C’est un petit trois
étoiles vieillot, avec des chambres pas trop spacieuses et du plancher qui
grince, et un ascenseur dans lequel on
ne peut entrer que seul avec une valise.
A la réception un jeune asiatique très efféminé, accueille
toujours avec des exclamations exagérée, qui donnent l’impression qu’on revient
un peu dans la famille. Il nous appelle par nos noms, drague un peu les mecs,
le narkeotrafic fait fantasmer… Il
suffit de faire trois pas dans la rue, de tourner une de liège, de passe la
place de l’Europe et en 5 minutes, on se retrouve au siège de notre grand
Institut de narkeotrafiquants. Je commence à me sentir un peu chez moi dans ce
coin-là. C’est rassuant quand on vient de sa province, juste pour une réunion,
et qu’on sait qu’on ne verra que le tgv, sa chambre d’hôtel, et la salle de
réunion du siège, de savoir qu’on ne va pas passer des heures un plan dans une
main, la valise dans l’autre, à chercher la bonne rue. Pace que quand on est
perdu dans une grande ville, on a plus de chance de demander son chemin à un
touriste qu’à un autochtone, qui, s’il l’est ne connait même pas les trois rue
qui l’éloigne de son trajet quotidien. J’aime toutefois me perde dans Paris,
mais seulement quand je n’ai pas de bagage trop lourd, pas de chaussures neuves
(ce qui ne m’arrive plus depuis longtemps), et que j’ai un peu d’argent en
poche pour me poser dans un café et boire un diabolo menthe bien vert. J’aime
me dire que ma carte Culture me permet de passer dans tous les Musées nationaux
en coupant les files et que je vais aller me poser devant une sculpture la
regarder une heure et repartir sans me dire qu’au prix du billet il faut que
j’en voie le plus possible.
Bref, je reviens au petit hôtel de l’avenue de Clichy. Je
l’ai dit donc j’aime m’y retrouver. Sauf que. Sauf que.
Dans la grande maison des narkeotrafikants, y’a pas que des
narkeotrafikants qui vivent sous des
tipis, mangent des graines, et militent à la cnt… Y’a aussi des réflechisseurs
qui réfléchissent à la bonne marche du système et mettent de l’ordre dans les
cerveaux des gratteurs de cailloux.
En ce moment, enfin depuis quelques années comme partout, le
jeu c’est de faire faire à l’extérieur des tâches qui étaient assumées de
manière parfaite par des petites mains de la boîte.

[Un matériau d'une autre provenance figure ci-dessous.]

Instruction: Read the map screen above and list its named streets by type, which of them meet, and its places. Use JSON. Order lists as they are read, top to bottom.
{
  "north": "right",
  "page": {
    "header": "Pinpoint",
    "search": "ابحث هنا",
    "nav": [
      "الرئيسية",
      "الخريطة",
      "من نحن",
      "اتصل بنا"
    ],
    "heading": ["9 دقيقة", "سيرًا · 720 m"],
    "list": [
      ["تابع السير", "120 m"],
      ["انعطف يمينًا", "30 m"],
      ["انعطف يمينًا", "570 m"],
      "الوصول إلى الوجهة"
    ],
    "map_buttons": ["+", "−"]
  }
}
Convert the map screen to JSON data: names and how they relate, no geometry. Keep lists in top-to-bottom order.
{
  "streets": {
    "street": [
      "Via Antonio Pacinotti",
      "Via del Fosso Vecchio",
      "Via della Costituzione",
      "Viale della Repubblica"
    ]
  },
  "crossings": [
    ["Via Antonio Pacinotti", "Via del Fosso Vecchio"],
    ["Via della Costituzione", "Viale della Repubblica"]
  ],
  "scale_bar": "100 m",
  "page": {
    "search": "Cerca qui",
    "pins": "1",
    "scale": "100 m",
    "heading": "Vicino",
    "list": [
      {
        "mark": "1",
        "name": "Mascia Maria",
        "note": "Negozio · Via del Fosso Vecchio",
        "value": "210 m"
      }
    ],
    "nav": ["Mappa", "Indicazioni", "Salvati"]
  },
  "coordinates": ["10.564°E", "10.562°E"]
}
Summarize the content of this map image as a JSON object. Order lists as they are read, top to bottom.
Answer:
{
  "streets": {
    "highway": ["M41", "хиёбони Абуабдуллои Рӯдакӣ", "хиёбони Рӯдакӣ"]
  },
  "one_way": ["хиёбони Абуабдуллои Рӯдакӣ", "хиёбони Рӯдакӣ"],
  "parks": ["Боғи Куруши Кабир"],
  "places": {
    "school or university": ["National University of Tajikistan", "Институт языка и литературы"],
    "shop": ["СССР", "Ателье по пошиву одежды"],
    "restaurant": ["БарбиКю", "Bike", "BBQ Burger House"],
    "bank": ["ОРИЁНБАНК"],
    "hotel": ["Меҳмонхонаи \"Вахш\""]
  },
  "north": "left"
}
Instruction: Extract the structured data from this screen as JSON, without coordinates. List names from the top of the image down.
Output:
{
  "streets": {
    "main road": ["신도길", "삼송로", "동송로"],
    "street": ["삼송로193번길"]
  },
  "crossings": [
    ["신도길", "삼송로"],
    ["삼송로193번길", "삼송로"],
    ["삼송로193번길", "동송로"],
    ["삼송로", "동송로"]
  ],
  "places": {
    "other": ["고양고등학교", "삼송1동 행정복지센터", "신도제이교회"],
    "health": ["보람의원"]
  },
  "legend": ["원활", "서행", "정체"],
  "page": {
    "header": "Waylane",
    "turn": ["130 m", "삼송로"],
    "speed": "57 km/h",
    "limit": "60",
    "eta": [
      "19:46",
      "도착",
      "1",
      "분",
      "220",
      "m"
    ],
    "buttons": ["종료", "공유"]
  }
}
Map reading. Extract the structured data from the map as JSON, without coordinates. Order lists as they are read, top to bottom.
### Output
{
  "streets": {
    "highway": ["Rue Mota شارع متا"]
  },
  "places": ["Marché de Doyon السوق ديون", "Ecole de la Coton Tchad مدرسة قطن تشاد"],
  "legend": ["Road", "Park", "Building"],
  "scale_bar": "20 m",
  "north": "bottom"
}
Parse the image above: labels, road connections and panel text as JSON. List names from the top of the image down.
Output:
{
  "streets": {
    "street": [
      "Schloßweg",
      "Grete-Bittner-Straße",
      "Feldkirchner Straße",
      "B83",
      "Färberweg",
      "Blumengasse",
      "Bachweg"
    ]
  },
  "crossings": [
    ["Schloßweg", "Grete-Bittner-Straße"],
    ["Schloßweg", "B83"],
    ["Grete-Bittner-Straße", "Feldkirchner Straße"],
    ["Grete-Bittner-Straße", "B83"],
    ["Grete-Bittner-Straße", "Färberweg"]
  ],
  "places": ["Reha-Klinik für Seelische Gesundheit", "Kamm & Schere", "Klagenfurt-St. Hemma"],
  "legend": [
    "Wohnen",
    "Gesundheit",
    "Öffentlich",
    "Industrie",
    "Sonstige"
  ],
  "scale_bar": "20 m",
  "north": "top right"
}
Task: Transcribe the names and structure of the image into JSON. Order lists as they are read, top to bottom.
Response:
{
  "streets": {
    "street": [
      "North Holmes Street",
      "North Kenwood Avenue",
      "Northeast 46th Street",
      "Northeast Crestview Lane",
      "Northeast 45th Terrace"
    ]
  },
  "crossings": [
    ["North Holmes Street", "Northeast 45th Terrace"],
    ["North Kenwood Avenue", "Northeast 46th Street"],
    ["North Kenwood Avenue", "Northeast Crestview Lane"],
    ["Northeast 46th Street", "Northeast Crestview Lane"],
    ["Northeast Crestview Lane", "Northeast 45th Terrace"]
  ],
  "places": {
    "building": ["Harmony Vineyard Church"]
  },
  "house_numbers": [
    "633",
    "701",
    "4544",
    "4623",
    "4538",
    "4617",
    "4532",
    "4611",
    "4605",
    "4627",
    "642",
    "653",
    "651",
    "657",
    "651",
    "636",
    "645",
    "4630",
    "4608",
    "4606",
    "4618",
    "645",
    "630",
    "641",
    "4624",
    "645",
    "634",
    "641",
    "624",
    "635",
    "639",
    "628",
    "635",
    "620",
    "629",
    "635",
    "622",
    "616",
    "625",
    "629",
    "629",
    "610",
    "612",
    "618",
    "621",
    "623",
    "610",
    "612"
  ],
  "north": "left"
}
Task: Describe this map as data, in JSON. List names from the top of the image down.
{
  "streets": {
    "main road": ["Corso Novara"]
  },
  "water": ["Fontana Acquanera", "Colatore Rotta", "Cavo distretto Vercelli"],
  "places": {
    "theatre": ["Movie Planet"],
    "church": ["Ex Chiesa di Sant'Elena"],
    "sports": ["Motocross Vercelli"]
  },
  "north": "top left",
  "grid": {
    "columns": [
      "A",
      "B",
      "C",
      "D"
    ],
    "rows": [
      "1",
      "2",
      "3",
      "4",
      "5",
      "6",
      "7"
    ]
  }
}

Longtemps l’impression des rapports se faisait maison, comme
l’infographie et la mise en page. Puis on a fait imprimer par des petites
entreprises extérieures, qu’on pouvait avoir en direct live quand une photo de
silex était placée tête à l’envers. Et puis il y eut l’idée de la charte
graphique, tous les rapports imprimés avec la même police, la même marge la
même page de titre. Et ça, il parait qu’il valait mieux que ce soit fait à
Paris. Donc gros marché, donc toutes les petites entreprises régionales
zappées, donc prix moins élevés, donc c’est tout bénef !!!
Sauf que quand il y a
la moindre erreur, entre les appels téléphoniques, les heures à faire
comprendre que le silex tête en bas c’est pas la même chose que tête en haut…
Le bénef bat de l’aile.
Longtemps le ménage de nos locaux fut assuré par une petite
boîte de trois martiniquais sympas qui nous offraient du rhum arrangé pour nos
anniversaire, qui venaient discuter un peu quand ils passaient le balai dans
nos bureaux, et qui ont toujours su que si un seau plein de terre traînait dans
un coin ou qu’un tas de cailloux était posé parterre ce n’était pas poubelle.
On les aimait bien nos trois hommes de ménage.
Sauf que.
En début d’année, on change tout. On vire la petite société
et on fait un appel d’offre pour trouver une grosse boîte de nettoyage qui fera
tout plus vite et moins cher.
Sauf que depuis fin mars, la nouvelle société, qui doit
payer ses employés au lance pierre car elle a baissé son devis de 50 % pour
avoir le marché, a déjà fait passer quatre personnes différentes, qui viennent
deux fois et jettent l’éponge. Donc chaque fois, il faut ré-exliquer que les
cailloux, la terre, les bouts d’os c’est pas poubelle, qu’on fait super gaffe
quand on trouve des morceaux de vaisselle posés sur un bureau c’est peut-être
cassé et moche, mais pas à jeter. Et qu’un os qui traîne sur une table, c’est
pas forcément un os de poulet du repas de midi.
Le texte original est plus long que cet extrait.